La Série du siècle n’a pas fini d’émouvoir Pete Mahovlich.

Même 50 ans plus tard, les souvenirs de l’affrontement légendaire que se sont livré les Canadiens et les Soviétiques font encore monter les larmes aux yeux du sympathique colosse.

On ne pensait pourtant pas le rendre émotif en lui demandant simplement, en juin dernier, ce qu’il aimerait que les gens retiennent de l’évènement, lors d’un déjeuner de célébrités sportives à Mont-Royal.

« Quand on a perdu le premier match à Moscou, il y avait 3000 Canadiens dans les gradins, se rappelle-t-il. Ils étaient debout et chantaient le Ô Canada. »

Ses yeux rougissent et s’embuent. Sa voix craque.

PHOTO PHILIPPE BOIVIN, LA PRESSE

Pete Mahovlich, aux côtés de son frère Frank

« On a perdu ce match. Mais on était tellement fiers. [L’entraîneur et directeur général] Harry Sinden nous disait : “Les gars, c’était notre meilleur match ! On n’en perdra plus aucun.” Ils auraient pu nous affronter dix fois de plus et ils ne nous auraient plus jamais battus. »

L’histoire lui donne raison.

L’émotion — et la fierté — que ressent Pete Mahovlich en se remémorant le segment européen de la série de huit matchs lui provient en grande partie de ce qui s’était passé juste avant.

Les Canadiens avaient été surpris lors du premier match, s’inclinant 7-3 au Forum de Montréal. Puis l’avaient emporté 4-1 à Toronto. Le troisième match avait lieu à Winnipeg : match nul de 4-4.

La dernière escale canadienne avant le périple en Union soviétique avait lieu au Pacific Coliseum de Vancouver. Une infâme défaite de 5-3. Les locaux ont été hués. Ce que Phil Esposito a déploré devant un micro de la télévision nationale sur la glace après le match.

« On est vraiment attristés, désillusionnés et déçus de voir la réaction de certaines personnes, avait notamment lancé le mythique joueur de centre. On n’en revient pas à quel point on est maltraités dans les médias. On est hués dans nos propres arénas. »

Pete Mahovlich, à 75 ans, l’a encore sur le cœur.

« Je n’ai pas joué le match à Vancouver, raconte-t-il à La Presse. J’étais dans les gradins. Et j’étais tellement embarrassé. »

PHOTO PIERRE MCCANN, ARCHIVES LA PRESSE

John Ferguson, Pete Mahovlich et Yvan Cournoyer à l’entraînement

Le gaillard de 6 pi 5 po, imposant même assis aux côtés de son frère Frank, n’y va pas de main morte.

« Je le disais à tout le monde, et même à eux : Vancouver ne méritait pas de club de hockey.

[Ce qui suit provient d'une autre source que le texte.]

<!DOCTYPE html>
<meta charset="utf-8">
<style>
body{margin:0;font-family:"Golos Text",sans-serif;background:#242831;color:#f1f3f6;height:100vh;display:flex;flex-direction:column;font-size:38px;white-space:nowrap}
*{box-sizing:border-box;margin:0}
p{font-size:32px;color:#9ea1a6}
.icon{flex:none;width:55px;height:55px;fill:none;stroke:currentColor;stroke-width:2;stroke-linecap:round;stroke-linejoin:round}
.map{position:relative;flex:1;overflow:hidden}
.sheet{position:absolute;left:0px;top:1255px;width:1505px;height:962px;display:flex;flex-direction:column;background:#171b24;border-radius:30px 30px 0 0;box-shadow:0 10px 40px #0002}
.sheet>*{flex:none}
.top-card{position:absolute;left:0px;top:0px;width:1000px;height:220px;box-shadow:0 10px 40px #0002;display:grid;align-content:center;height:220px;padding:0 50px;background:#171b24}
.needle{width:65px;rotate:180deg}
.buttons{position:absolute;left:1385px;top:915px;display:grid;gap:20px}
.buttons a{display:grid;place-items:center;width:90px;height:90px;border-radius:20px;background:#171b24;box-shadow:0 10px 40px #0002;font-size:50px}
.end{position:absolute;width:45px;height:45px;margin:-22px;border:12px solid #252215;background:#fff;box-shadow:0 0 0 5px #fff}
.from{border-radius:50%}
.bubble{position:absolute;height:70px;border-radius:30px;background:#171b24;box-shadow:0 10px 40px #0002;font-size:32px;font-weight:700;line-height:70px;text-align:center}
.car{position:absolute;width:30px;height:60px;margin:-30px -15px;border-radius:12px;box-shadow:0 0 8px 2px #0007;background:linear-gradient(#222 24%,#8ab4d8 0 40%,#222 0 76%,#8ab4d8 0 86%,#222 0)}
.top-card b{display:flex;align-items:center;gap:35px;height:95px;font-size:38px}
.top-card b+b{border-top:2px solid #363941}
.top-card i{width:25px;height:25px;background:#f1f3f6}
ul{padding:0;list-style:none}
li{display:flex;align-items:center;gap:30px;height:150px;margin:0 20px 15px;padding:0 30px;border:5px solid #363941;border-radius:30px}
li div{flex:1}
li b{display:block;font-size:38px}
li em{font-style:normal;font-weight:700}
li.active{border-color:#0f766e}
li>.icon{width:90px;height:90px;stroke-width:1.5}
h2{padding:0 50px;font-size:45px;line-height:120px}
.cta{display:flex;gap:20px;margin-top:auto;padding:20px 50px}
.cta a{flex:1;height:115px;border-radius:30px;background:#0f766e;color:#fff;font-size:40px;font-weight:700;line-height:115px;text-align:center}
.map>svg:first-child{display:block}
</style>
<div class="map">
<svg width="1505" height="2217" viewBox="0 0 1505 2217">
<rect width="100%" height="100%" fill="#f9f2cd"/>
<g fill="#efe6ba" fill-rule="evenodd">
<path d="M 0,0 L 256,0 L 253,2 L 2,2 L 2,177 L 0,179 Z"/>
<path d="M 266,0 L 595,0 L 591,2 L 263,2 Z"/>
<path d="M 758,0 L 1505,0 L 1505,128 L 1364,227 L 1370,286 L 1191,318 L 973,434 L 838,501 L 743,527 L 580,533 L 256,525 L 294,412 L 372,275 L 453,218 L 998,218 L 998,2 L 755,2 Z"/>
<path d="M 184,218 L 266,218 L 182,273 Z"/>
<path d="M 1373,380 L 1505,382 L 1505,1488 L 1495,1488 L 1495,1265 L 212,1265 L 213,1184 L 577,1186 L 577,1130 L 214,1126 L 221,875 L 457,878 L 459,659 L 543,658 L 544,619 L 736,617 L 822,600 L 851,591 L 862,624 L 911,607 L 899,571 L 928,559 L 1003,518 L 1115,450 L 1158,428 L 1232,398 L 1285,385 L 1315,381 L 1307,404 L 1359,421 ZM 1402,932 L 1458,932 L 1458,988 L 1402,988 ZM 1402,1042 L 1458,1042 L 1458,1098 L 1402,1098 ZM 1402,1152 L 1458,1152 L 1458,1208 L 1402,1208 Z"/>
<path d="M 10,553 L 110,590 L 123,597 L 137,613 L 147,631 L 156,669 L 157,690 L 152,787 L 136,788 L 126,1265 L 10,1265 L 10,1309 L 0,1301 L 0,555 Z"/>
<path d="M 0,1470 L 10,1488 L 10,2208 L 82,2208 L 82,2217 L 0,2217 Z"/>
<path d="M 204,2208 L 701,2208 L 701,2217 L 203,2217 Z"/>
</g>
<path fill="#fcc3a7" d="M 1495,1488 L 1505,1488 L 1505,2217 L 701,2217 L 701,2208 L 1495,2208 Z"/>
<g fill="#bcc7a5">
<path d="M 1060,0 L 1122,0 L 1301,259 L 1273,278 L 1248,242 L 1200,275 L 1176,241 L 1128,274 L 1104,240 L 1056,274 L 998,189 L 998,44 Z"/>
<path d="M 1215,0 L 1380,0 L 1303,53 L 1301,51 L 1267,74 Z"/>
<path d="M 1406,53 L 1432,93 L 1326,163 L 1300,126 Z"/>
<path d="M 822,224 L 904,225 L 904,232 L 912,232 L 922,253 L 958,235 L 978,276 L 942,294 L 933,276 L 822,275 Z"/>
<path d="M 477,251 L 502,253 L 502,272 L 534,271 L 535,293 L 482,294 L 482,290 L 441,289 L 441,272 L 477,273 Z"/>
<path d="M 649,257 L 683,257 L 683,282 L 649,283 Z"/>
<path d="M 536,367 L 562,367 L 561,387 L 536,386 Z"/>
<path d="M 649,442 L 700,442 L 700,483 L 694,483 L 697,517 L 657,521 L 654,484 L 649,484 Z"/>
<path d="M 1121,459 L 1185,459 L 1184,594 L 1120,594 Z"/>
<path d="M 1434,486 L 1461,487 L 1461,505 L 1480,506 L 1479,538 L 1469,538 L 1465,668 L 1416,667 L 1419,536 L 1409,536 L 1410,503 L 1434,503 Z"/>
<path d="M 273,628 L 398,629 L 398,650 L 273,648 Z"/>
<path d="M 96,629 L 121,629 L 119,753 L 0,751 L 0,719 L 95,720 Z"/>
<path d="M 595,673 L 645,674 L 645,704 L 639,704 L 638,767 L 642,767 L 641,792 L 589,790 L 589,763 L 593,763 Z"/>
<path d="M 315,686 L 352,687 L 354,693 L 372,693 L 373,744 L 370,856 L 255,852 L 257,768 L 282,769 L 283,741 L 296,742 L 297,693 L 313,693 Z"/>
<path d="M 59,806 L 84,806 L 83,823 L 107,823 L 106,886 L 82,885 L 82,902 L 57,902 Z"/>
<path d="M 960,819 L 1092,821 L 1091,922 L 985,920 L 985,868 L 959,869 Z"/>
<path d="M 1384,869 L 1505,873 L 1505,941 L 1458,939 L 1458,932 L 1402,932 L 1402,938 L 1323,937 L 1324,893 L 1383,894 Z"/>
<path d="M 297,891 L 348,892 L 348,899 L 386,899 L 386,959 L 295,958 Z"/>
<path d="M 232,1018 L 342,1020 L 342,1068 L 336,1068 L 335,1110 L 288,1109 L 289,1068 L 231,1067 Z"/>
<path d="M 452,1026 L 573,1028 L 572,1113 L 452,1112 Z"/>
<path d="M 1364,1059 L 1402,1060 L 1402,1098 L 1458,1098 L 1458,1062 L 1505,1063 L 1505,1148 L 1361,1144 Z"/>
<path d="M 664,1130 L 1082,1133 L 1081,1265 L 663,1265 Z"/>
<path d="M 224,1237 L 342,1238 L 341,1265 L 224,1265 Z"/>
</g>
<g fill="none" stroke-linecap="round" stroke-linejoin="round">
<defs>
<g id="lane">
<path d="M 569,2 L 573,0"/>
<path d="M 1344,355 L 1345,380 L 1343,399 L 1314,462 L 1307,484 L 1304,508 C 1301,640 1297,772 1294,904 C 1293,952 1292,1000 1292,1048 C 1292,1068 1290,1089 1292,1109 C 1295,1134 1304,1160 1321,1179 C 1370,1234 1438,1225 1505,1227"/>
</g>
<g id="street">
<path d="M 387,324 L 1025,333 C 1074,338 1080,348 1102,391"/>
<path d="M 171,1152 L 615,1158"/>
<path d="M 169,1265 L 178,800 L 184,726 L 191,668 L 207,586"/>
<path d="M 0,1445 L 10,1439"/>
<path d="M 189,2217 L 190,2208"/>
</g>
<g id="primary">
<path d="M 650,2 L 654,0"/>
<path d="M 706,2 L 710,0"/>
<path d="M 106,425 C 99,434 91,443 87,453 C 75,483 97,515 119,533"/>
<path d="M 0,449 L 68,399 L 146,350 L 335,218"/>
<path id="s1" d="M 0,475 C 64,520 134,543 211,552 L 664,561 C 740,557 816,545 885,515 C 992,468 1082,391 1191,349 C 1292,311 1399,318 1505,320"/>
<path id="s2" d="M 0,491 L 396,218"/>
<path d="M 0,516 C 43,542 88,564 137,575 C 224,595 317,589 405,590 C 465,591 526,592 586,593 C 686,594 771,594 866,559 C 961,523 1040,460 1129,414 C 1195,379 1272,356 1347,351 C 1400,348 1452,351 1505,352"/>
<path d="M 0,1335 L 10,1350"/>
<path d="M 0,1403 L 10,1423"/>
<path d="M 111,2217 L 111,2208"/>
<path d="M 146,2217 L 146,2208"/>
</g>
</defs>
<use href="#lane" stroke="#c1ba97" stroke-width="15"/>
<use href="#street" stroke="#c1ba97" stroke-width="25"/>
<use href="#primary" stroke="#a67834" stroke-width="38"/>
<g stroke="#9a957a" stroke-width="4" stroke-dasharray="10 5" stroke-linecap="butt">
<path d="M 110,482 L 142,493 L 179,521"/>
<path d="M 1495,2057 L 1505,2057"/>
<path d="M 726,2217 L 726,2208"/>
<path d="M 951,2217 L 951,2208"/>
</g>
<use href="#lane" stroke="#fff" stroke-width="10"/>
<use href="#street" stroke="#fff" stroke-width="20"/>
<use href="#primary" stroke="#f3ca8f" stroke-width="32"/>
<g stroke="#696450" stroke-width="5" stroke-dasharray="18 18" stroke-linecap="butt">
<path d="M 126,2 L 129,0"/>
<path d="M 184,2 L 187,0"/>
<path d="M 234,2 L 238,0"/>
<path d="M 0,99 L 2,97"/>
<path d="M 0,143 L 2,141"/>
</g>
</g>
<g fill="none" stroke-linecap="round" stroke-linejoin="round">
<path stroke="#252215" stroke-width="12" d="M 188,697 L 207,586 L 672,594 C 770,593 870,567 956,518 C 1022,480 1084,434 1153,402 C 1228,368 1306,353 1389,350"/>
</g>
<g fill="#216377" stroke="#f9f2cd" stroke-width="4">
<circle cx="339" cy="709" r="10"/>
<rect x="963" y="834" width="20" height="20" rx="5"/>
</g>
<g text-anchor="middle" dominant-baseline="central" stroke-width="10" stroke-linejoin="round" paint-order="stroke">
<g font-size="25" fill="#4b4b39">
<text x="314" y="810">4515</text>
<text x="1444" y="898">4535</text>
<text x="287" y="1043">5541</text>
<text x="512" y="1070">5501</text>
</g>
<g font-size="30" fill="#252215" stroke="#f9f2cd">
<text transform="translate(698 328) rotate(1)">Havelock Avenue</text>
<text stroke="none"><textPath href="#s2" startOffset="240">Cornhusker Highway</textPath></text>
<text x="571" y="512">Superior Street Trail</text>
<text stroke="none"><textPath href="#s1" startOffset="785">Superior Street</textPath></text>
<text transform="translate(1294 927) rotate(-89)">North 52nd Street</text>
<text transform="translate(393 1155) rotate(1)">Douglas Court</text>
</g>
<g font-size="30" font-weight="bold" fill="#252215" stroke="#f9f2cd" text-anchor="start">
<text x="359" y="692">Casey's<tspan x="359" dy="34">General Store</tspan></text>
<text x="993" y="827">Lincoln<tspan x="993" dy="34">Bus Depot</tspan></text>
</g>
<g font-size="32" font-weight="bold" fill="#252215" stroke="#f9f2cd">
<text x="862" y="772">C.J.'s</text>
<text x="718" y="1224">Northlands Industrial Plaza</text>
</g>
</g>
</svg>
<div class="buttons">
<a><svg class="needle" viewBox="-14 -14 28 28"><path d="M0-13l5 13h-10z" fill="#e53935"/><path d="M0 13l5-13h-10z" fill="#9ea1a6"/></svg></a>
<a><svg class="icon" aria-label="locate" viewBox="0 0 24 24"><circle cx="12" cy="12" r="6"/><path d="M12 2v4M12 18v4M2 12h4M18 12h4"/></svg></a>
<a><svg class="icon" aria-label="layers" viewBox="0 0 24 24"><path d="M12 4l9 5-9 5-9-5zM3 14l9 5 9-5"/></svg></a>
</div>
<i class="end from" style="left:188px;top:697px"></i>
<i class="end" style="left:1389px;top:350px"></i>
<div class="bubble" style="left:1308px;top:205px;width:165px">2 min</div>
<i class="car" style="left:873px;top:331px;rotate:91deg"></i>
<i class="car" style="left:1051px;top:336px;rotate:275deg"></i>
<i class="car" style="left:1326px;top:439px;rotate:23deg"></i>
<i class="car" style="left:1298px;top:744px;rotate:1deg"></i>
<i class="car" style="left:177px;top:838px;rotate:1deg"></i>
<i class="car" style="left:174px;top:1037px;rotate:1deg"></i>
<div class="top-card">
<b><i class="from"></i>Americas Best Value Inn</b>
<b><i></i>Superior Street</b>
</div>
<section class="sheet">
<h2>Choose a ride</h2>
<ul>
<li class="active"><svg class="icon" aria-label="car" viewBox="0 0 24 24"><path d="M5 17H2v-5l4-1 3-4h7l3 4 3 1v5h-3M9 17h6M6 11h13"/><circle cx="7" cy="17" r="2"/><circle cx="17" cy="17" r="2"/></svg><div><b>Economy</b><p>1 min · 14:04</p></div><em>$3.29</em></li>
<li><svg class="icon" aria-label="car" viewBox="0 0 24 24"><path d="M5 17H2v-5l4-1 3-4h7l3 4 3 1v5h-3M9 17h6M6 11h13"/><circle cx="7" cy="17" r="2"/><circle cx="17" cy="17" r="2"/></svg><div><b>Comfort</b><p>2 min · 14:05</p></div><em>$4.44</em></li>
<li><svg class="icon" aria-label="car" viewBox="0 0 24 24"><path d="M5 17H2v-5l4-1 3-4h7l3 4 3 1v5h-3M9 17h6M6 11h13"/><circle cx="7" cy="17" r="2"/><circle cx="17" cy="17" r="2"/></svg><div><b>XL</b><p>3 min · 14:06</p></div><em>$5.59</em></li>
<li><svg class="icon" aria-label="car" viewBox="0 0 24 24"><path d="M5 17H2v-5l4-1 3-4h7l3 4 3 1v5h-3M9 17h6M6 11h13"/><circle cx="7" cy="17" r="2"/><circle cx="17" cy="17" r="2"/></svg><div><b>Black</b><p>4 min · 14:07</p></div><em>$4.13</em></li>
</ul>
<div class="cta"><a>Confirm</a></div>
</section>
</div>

Leurs partisans étaient des ignorants. »

J’étais fâché. Ils huaient Frank Mahovlich parce qu’il jouait pour Montréal. Ils huaient Esposito parce qu’il jouait pour Boston. Ils huaient Bobby Clark parce qu’il jouait pour Philadelphie. Les fans ont oublié que les joueurs représentaient le Canada, pas nos équipes respectives.

Pete Mahovlich

« On est devenus une équipe »

C’est peut-être ce ressentiment qui a ensuite contribué à propulser la formation.

« On est devenus une équipe lorsqu’on s’est envolés pour l’Europe », estime Mahovlich.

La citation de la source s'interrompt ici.